● What you should do
Each record that follows is to be transcribed exactly, excluding its images.

● Source material
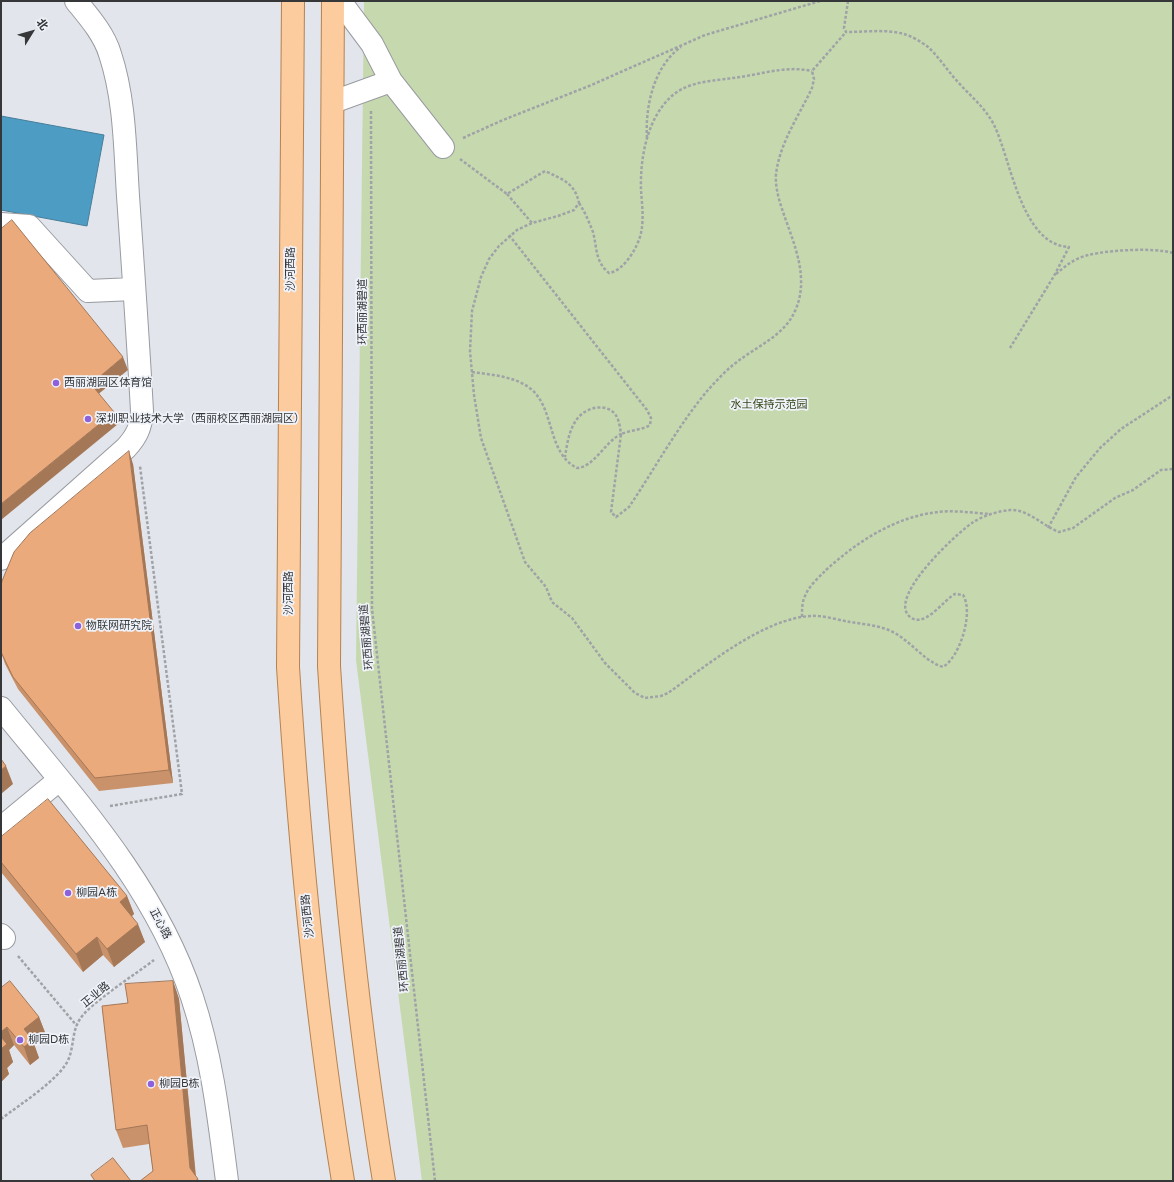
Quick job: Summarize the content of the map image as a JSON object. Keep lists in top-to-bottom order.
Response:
{
  "streets": {
    "main road": ["沙河西路"],
    "lane": ["正心路"],
    "path": ["环西丽湖碧道", "正业路"]
  },
  "crossings": [
    ["正心路", "正业路"]
  ],
  "parks": ["水土保持示范园"],
  "places": [
    "西丽湖园区体育馆",
    "深圳职业技术大学（西丽校区西丽湖园区）",
    "物联网研究院",
    "柳园A栋",
    "柳园D栋",
    "柳园B栋"
  ],
  "north": "top right"
}
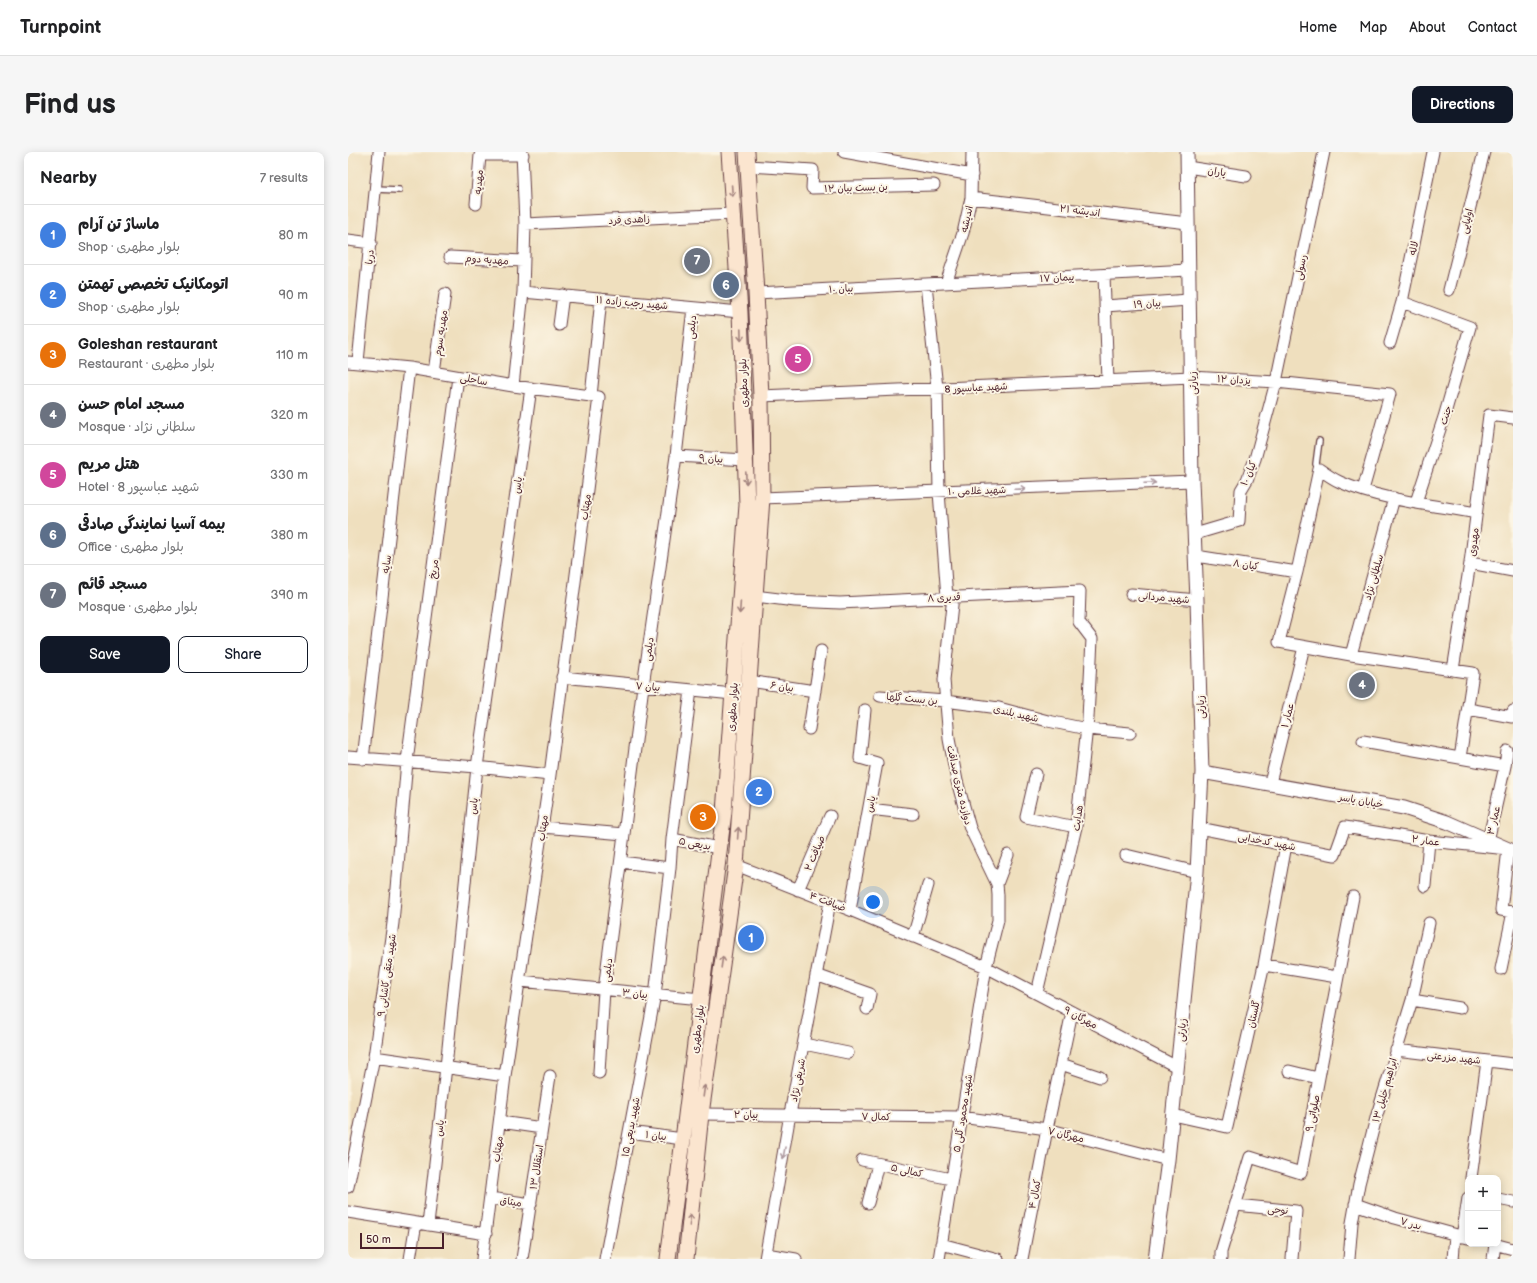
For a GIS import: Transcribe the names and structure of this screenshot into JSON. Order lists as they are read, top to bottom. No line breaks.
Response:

● Result of this exercise
Quick job: Summarize the content of the map image as a JSON object. Keep lists in top-to-bottom order.
Response:
{
  "streets": {
    "main road": ["沙河西路"],
    "lane": ["正心路"],
    "path": ["环西丽湖碧道", "正业路"]
  },
  "crossings": [
    ["正心路", "正业路"]
  ],
  "parks": ["水土保持示范园"],
  "places": [
    "西丽湖园区体育馆",
    "深圳职业技术大学（西丽校区西丽湖园区）",
    "物联网研究院",
    "柳园A栋",
    "柳园D栋",
    "柳园B栋"
  ],
  "north": "top right"
}
For a GIS import: Transcribe the names and structure of this screenshot into JSON. Order lists as they are read, top to bottom. No line breaks.
Response:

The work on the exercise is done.